Cattle farmers say their land is still waterlogged and they have been unable to let their cows out to graze, meaning they have to spend more on feed.
Earlier this year farmers blamed the January and February flood damage on poor management at the Environment Agency and said waterways should have been dredged and looked after more in the past.
Cattle farmer Brian Franklin, of Moorlands Farm in Murcot near Kidlington, said he had to sell 40 cows last month as he could no longer afford to feed them without grass.
He said: “The ground has to dry. You cannot pull the plug out and use it the next day.”

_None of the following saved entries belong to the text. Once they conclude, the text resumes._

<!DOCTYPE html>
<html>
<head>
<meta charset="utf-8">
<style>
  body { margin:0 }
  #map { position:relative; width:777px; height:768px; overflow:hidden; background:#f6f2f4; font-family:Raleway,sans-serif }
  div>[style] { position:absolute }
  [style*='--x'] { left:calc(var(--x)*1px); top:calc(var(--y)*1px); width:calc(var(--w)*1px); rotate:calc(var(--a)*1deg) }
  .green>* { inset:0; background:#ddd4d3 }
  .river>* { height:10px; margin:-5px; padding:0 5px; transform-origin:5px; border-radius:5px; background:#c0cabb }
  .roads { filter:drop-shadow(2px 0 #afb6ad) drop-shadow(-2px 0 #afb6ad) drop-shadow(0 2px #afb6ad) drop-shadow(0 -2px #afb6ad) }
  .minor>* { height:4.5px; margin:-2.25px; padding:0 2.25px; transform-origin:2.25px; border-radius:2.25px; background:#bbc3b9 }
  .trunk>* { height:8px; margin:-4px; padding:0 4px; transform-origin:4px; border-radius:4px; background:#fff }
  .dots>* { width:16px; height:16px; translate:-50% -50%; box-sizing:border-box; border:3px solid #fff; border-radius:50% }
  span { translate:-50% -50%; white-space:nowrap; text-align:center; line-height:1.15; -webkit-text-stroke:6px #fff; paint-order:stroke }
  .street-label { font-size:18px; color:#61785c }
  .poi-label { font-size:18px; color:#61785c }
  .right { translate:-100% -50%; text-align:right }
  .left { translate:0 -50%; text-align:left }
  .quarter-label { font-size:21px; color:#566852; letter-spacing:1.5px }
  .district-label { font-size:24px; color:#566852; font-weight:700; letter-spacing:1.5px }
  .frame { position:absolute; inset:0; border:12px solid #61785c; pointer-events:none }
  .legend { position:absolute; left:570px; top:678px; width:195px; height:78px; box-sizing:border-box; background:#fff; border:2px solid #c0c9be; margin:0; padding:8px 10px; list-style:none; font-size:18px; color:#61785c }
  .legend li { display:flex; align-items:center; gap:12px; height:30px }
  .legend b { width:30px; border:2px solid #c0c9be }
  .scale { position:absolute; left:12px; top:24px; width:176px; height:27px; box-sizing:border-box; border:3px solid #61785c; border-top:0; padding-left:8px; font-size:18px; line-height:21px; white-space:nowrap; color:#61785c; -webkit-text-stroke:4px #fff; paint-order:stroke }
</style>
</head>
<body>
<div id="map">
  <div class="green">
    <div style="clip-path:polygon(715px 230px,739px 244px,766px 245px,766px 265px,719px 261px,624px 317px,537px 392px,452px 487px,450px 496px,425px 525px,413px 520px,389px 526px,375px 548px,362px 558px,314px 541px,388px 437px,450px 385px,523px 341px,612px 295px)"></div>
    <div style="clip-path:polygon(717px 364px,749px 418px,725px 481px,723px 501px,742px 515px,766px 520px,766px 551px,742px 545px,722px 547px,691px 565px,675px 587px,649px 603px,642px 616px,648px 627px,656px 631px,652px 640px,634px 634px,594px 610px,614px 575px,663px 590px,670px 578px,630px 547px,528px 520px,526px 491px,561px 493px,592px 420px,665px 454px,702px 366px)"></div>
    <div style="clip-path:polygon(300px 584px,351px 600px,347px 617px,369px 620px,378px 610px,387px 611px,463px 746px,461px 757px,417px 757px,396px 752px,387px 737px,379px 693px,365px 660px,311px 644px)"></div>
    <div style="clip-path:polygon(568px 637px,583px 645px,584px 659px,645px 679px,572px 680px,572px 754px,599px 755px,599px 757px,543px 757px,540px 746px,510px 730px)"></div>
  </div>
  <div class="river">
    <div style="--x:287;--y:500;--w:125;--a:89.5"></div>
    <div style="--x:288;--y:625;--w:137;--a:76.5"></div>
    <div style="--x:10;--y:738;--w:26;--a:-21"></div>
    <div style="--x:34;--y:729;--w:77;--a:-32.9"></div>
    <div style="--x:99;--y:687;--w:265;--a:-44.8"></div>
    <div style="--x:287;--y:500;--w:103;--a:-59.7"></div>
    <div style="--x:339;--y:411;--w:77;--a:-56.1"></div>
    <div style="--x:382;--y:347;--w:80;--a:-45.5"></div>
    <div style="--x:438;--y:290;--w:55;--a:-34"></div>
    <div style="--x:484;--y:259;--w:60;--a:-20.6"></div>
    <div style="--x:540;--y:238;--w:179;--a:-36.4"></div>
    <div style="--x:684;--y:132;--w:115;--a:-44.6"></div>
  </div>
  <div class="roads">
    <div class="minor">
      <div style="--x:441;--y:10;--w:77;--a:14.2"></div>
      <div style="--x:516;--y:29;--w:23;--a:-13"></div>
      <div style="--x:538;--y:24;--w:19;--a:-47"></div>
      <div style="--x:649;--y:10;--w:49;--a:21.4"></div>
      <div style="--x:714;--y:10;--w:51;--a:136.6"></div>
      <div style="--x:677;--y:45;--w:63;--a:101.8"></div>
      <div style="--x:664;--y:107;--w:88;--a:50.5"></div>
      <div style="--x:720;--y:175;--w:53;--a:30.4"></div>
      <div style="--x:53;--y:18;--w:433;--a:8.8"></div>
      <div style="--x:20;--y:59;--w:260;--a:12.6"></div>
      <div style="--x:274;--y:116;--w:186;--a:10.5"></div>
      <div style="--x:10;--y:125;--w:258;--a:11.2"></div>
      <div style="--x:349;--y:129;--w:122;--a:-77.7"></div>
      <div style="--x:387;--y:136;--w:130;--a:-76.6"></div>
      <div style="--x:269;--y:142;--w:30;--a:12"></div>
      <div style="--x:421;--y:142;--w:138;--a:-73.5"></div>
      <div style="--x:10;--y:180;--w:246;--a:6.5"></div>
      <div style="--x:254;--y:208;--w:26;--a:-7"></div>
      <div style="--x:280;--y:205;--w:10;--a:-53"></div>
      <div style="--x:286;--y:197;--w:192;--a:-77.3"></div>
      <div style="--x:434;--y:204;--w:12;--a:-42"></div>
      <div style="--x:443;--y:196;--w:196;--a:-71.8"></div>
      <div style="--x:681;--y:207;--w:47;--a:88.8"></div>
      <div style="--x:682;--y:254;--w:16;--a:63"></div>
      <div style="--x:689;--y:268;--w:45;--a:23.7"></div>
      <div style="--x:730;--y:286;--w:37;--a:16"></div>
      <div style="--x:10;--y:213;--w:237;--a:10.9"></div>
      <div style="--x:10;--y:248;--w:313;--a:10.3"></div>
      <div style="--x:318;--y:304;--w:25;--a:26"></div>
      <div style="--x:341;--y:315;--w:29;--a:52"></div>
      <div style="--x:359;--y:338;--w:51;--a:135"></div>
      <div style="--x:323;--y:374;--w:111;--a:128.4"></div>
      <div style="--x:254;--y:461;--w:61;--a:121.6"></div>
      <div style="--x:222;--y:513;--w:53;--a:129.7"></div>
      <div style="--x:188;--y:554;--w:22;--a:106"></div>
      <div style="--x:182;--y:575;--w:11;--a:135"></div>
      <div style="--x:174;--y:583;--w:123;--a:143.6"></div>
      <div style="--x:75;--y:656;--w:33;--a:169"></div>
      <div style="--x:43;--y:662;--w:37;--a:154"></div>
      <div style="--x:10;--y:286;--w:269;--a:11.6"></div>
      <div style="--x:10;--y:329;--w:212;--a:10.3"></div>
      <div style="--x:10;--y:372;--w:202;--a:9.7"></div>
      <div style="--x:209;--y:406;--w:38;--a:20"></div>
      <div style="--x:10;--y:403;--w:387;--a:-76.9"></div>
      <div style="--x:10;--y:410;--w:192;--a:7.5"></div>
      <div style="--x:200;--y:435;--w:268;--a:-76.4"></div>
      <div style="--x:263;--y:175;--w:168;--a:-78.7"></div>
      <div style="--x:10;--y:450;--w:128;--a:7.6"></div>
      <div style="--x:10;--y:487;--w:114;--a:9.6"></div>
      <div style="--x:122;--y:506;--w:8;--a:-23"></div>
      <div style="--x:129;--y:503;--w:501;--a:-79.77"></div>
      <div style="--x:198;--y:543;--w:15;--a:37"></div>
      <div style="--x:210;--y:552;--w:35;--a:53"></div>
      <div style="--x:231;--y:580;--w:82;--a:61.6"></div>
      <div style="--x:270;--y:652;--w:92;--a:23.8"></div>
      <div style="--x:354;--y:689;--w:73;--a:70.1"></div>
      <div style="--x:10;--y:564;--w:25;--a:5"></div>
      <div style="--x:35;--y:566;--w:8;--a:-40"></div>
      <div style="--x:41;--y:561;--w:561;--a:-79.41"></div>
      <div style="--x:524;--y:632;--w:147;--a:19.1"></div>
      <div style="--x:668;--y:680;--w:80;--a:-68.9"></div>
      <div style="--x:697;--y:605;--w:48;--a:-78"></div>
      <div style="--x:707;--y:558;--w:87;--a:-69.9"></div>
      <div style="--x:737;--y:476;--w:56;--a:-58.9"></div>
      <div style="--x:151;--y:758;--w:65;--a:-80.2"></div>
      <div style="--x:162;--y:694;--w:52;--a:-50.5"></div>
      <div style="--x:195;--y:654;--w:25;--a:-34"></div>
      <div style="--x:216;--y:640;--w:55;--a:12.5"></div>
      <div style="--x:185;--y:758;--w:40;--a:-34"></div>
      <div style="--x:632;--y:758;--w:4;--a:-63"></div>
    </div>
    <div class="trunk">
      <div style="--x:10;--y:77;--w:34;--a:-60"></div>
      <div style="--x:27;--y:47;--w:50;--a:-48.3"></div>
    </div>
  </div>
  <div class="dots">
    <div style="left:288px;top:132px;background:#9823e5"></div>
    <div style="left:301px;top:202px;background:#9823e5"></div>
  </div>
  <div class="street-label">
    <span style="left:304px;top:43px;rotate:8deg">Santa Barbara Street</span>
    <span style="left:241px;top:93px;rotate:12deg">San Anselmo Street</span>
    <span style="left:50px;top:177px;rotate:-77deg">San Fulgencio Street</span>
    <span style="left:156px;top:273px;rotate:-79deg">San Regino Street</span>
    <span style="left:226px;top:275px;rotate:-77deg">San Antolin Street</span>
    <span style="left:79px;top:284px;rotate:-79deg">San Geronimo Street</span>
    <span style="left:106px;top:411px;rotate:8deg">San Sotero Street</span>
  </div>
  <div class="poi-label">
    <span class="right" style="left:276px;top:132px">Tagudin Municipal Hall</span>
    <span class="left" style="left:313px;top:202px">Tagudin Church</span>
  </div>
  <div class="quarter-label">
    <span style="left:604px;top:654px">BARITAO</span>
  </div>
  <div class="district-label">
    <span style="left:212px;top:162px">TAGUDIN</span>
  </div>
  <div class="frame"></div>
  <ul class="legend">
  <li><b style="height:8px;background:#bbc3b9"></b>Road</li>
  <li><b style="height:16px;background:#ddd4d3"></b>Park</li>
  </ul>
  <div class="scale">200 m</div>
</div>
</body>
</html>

Mr Franklin, 68, said he now has 90 left and would not make as much money when it came to sell them.
The same flooded field in February.
He said: “We don’t want to sell any more if we can help it. We will be lucky to break even this year.”
Prime Minister David Cameron announced the £10m Farming Recovery Fund on a visit to a flooded Bampton farm in February. But county farmers said it was not enough and the conditions for bids were too restrictive. Terry Moore, of Otmoor Farm in Horton-cum-Studley, said his cattle were still being kept inside and were unlikely to be turned out soon.
He said: “The flood water has all gone away now but unfortunately there is still a lot of standing water on the field at the moment.
“We need a lot of sunshine and water to dry it up. It is a big mess.”
He said he had sold 12 cows last month and now had 50 left. He said usually at this point in the year he could have three times that out on his land. And he also said he would be lucky not to make a loss this year.
He called on the Environment Agency to do more to prevent flooding, adding: “Until they clear out a lot of those rivers going through Oxford our water is still not going to flow through.”
Wytham crop, sheep and cattle farmer Mike Gooding said 450 acres of his land was under water during the floods.
But he said he never relied on his flood plain land between the months of November and April due to the flood threat.
He said there were a range of options to help cut flooding, including dredging the Thames north of Oxford and also creating a £123m flood relief channel to the west of Oxford.
But the 49-year-old said: “We do seriously need to learn from this because these events are becoming more frequent.”
Environment Agency spokesman Ash Dobson said “We have spent £2.5million desilting and dredging channels, increasing the capacity of structures and providing temporary defences in the form of demountable flood barriers.”